• _EXERCISE AIM_
Only one stretch of the listing below is wanted. Begin at the line that has "display:grid; grid-template-columns:80px 60px", stop after the line that has "display:flex; flex:1; min-height:0", and repeat every line in between exactly.

----

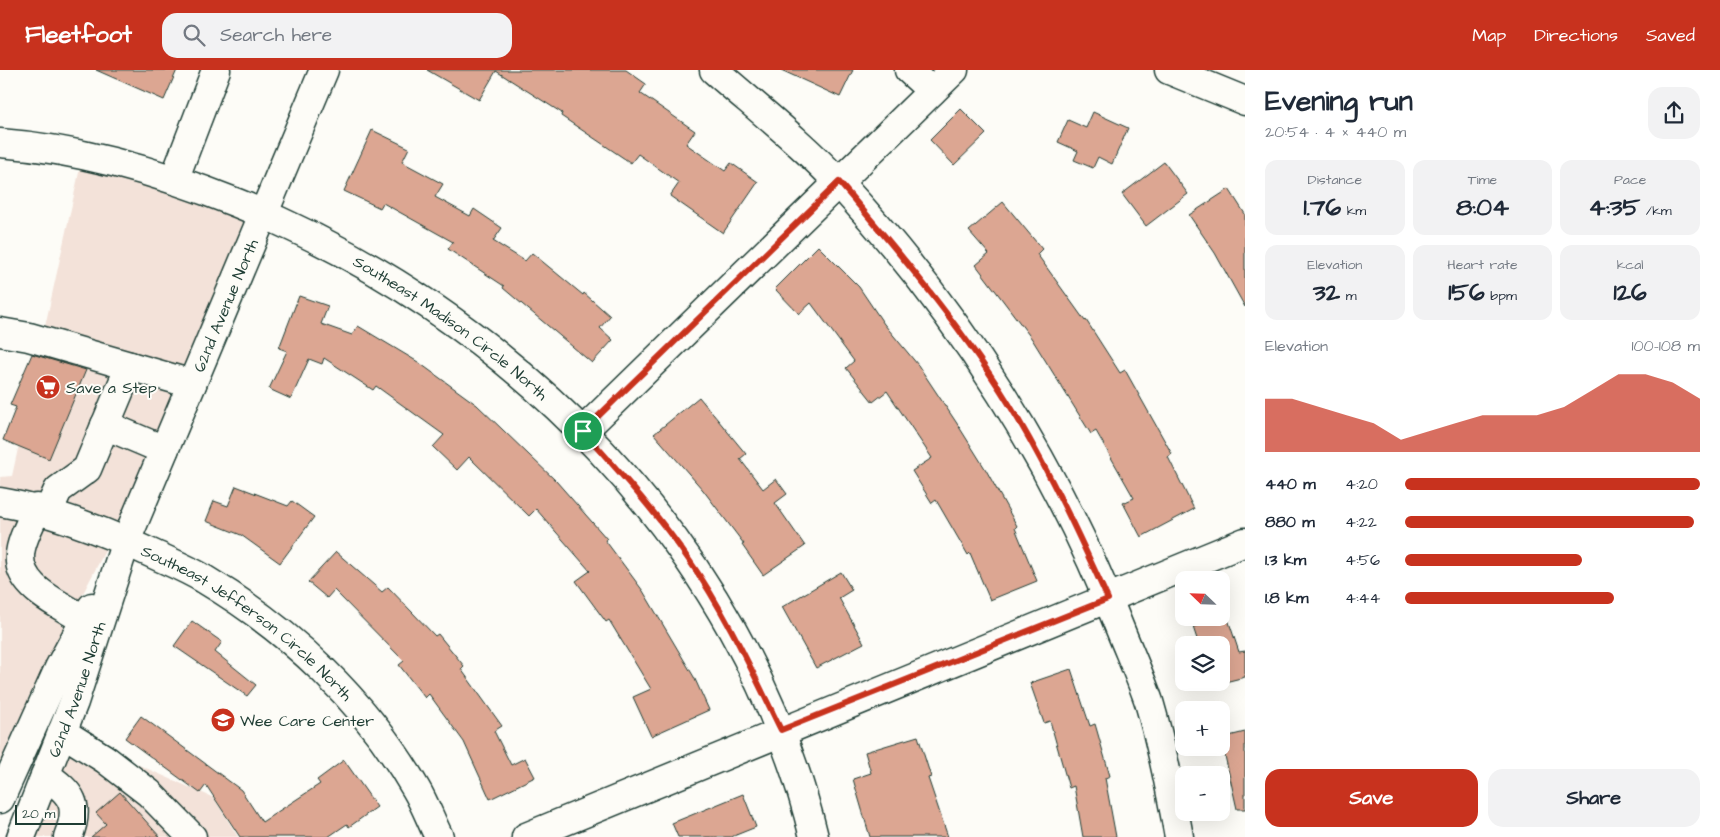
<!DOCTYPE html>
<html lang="en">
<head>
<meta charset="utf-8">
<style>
  :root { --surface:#fff; --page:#f2f2f3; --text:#1f2937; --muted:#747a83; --accent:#c8321e }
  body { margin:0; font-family:"Architects Daughter",sans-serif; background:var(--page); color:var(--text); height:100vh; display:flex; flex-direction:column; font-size:19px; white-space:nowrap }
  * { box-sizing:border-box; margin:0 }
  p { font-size:16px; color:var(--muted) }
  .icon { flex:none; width:28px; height:28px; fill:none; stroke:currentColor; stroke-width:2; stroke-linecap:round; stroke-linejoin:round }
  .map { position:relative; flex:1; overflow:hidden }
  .details { display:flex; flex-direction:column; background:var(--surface); width:475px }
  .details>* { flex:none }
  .needle { width:32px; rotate:293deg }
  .tools { position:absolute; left:1175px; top:501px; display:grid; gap:10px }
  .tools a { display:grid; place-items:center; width:55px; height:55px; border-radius:10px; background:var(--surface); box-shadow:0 5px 20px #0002; font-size:25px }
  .scale { position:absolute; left:15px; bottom:12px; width:71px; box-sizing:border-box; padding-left:5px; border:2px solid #1f3d34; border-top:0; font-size:14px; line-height:18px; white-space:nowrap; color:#1f3d34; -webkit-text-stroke:4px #fdfcf7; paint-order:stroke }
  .pin { position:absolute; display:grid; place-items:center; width:42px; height:42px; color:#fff; margin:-21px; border:2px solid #fff; border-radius:50%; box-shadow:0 1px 5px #0007 }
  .round { display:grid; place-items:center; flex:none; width:52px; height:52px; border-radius:15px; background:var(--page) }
  .summary { display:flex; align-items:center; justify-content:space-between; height:85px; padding:0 20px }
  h1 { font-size:28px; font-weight:800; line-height:38px }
  .metrics { display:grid; grid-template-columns:repeat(3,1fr); gap:8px; height:85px; padding:5px 20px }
  .metrics div { display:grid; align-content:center; border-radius:12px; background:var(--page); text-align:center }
  .metrics b { font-size:25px; font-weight:800 }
  .metrics small { font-size:14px; font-weight:400 }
  .metrics p { font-size:14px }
  .chart { height:140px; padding:10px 20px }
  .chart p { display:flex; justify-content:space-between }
  .chart svg { width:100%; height:90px; margin-top:5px; fill:var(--accent); opacity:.7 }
  .cta { display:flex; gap:10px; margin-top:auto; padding:10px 20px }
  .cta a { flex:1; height:58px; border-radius:15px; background:var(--accent); color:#fff; font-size:20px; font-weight:800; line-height:58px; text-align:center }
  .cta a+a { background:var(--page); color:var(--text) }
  ul { padding:0 20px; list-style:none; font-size:16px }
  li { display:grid; grid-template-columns:80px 60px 1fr; align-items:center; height:38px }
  li i { height:12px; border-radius:6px; background:var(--accent) }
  header { display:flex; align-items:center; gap:30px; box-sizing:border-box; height:70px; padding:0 25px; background:var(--accent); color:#fff }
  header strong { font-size:24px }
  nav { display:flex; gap:28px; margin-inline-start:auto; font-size:18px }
  .search { width:350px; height:45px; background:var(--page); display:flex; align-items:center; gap:12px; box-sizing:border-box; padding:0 18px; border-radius:15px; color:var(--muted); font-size:19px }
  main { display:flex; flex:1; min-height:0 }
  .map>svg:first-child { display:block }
  .built { fill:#f3e2d9 }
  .building { fill:#dca692; stroke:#1f3d34 }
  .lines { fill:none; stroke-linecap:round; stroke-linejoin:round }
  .minor-casing { stroke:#1f3d34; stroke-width:31 }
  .minor { stroke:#fdfcf7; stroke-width:28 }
  .route-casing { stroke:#fff; stroke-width:10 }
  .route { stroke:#c8321e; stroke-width:6 }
  .labels { text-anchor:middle; stroke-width:4; stroke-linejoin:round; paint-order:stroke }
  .street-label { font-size:16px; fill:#1f3d34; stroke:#fdfcf7 }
  .poi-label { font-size:16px; fill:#1f3d34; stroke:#fdfcf7; text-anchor:start }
</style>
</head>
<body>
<header>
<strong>Fleetfoot</strong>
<div class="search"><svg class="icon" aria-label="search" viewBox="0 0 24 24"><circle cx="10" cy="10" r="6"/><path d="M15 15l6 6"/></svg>Search here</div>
<nav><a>Map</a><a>Directions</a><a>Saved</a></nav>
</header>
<main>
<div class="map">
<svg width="1245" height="767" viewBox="0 0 1245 767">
  <rect width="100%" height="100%" fill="#fdfcf7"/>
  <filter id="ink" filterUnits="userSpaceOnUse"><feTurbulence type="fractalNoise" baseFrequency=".02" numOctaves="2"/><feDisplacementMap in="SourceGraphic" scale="10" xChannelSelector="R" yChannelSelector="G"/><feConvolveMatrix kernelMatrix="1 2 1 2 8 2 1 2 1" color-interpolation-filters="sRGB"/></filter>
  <g filter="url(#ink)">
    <g class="built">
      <path d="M80,98L121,106L193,129L245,150L118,455L41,426L0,419V407L12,406Z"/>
      <path d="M0,444L34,450L107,477L47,593L0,696Z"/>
      <path d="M75,667L214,728L238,767H36Z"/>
    </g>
    <g class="building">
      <path d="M96,0H177L164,30Z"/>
      <path d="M427,0H626L646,14L640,23L695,61L686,74L725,101L731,93L758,112L723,163L670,126L679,113L638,84L631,93L561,46L562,43L496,1L479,30Z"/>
      <path d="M781,0H853L840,27Z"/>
      <path d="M961,39L986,64L954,95L930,70Z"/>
      <path d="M1093,42L1128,58L1112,94L1098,87L1093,98L1074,90L1078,81L1058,72L1068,50L1086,58Z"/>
      <path d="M372,60L409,78L402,92L443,114L435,127L470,146L474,139L502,158L493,171L525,191L532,183L583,225L584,223L610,246L600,258L613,270L592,293L503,218L504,216L448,179L453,172L383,133L380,138L344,121Z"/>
      <path d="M1164,92L1188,124L1146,156L1122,124Z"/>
      <path d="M1229,119L1245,144V237L1215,183L1189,145Z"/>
      <path d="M1003,132L1042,179L1037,184L1085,251L1086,250L1120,303L1125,300L1172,384L1168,387L1194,439L1141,467L1123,433L1134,428L1096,361L1091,364L1032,269L976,195L989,184L969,161Z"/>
      <path d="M818,176L859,217L884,254L918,295L956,352L986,400L1017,456L1015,458L1037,511L990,530L970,483L968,485L936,430L932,433L912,401L932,388L887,321L873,332L846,298L854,291L811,233L799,244L775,219Z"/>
      <path d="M299,226L328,236L321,254L352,265L358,256L418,292L477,335L556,411L607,469L605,470L643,521L694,607L709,640L651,666L633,627L651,619L609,550L606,552L576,511L590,501L536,439L529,446L469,387L457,400L433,377L444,365L376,316L373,320L324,288L322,294L309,289L291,329L269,319L287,281L279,278Z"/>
      <path d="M32,284L86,300L49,389L3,370L16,337L10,335Z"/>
      <path d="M699,327L746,384L740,389L763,419L776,409L787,424L775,433L805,476L763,505L742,475L744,474L703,420L654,364Z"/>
      <path d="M236,416L288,436L292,431L314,447L280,493L241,465L206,451L214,431L228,436Z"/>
      <path d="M336,482L382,522L388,517L435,566L438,564L464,596L461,599L502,656L494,661L511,695L525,688L535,707L490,729L464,672L429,624L425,628L399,595L404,591L334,520L327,528L308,512Z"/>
      <path d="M841,502L852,520L839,528L864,573L816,598L782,537Z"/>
      <path d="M1225,540L1239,582L1245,581V607L1221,613V575H1199L1193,557L1221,548V541Z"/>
      <path d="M192,551L222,572L215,582L256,615L247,626L174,576Z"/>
      <path d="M1071,599L1090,656L1095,654L1110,706L1105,708L1116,767H1083L1074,716L1069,718L1050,651L1044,653L1030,613Z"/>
      <path d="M141,646L241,720L262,752L320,714L317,710L344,690L377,737L349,757L347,754L328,767H240L206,715L200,723L125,668Z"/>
      <path d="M1245,662V739H1237L1221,668Z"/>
      <path d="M918,666L931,707L928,708L948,767H870L853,709L871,703L865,682Z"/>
      <path d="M120,722L160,767H91L106,754L96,743Z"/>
      <path d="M743,724L756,757L731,767H678L672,753Z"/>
    </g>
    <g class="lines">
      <defs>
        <g id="minor">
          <path d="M714,0C756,37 802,73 840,114C960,244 1056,395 1120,559C1130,584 1141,608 1149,632C1162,676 1171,722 1179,767"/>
          <path d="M909,0L932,21"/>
          <path d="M1169,0L1245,31"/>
          <path id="s1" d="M0,73C81,79 162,103 237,133C511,243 743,475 814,767"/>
          <path d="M174,110L216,0"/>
          <path d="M0,262L29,267L192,314"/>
          <path d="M105,355L164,380"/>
          <path d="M583,361L954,0"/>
          <path id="s2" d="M0,432C53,441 104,461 153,484C170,492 188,499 204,509C290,560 366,632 416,719C425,734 431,751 439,767"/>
          <path d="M37,438C32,451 24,464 21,478C12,516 58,533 85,550"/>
          <path d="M48,442L58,420L87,399L130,296"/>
          <path d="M62,662L105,689L149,723L192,767"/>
          <path d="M45,705C72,723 81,735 68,767"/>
          <path d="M0,729L59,598L92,537"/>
          <path id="s3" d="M21,767L74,632L126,471L324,0"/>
          <path d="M526,767L1245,472"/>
        </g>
      </defs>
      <use href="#minor" class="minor-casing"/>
      <use href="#minor" class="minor"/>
    </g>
  </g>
  <g class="lines" filter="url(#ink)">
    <defs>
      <path id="route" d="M839,112C903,187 968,264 1018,349C1052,407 1080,468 1108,529L781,660C753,603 726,543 689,490C658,444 620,403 583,361Z"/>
    </defs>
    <use href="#route" class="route-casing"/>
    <use href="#route" class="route"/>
  </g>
  <defs>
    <symbol id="supermarket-disc" viewBox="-11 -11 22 22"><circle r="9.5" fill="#c8321e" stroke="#fdfcf7"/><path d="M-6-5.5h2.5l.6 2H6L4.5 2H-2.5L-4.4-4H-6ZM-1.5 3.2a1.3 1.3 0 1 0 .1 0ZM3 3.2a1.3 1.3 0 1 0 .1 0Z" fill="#fff"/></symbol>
    <symbol id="school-disc" viewBox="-11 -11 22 22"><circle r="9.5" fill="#c8321e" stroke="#fdfcf7"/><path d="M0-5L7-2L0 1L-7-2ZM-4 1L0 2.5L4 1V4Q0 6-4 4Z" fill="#fff"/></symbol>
  </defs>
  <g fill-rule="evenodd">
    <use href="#supermarket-disc" x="34" y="303" width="28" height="28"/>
    <use href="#school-disc" x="209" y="636" width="28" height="28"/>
  </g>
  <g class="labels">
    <g class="street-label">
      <text dy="6" stroke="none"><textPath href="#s3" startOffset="570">62nd Avenue North</textPath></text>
      <text dy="6" stroke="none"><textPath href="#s1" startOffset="494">Southeast Madison Circle North</textPath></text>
      <text dy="6" stroke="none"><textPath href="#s2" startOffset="279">Southeast Jefferson Circle North</textPath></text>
      <text dy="6" stroke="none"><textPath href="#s3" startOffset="158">62nd Avenue North</textPath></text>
    </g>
    <g class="poi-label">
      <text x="66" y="323">Save a Step</text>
      <text x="240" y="656">Wee Care Center</text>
    </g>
  </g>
</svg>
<div class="tools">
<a><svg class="needle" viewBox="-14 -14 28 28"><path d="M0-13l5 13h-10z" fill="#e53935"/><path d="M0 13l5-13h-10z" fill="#747a83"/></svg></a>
<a><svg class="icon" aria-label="layers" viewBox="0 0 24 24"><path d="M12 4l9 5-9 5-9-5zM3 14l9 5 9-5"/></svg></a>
<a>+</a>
<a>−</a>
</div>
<div class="scale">20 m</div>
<div class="pin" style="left:583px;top:361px;background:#1e9e55"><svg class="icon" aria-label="arrive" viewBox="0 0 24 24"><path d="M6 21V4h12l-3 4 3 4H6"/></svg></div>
</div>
<section class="details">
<div class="summary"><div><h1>Evening run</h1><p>20:54 · 4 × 440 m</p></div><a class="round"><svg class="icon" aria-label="share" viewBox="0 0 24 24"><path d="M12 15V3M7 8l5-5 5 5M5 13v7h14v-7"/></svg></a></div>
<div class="metrics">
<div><p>Distance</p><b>1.76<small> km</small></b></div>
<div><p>Time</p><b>8:04</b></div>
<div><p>Pace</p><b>4:35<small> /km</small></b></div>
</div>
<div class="metrics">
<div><p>Elevation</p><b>32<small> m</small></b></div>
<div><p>Heart rate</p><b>156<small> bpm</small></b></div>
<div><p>kcal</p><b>126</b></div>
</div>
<div class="chart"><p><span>Elevation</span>100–108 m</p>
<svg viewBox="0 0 160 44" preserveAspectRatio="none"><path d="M0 44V18L10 18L20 22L30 26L40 30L50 38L60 34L70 30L80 26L90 26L100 26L110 22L120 14L130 6L140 6L150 10L160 18V44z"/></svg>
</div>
<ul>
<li><b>440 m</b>4:20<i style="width:100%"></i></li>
<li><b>880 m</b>4:22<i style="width:98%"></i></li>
<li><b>1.3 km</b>4:56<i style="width:60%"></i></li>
<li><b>1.8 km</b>4:44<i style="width:71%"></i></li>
</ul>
<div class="cta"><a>Save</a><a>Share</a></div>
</section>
</main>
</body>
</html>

----

• _RESPONSE BELOW_
  li { display:grid; grid-template-columns:80px 60px 1fr; align-items:center; height:38px }
  li i { height:12px; border-radius:6px; background:var(--accent) }
  header { display:flex; align-items:center; gap:30px; box-sizing:border-box; height:70px; padding:0 25px; background:var(--accent); color:#fff }
  header strong { font-size:24px }
  nav { display:flex; gap:28px; margin-inline-start:auto; font-size:18px }
  .search { width:350px; height:45px; background:var(--page); display:flex; align-items:center; gap:12px; box-sizing:border-box; padding:0 18px; border-radius:15px; color:var(--muted); font-size:19px }
  main { display:flex; flex:1; min-height:0 }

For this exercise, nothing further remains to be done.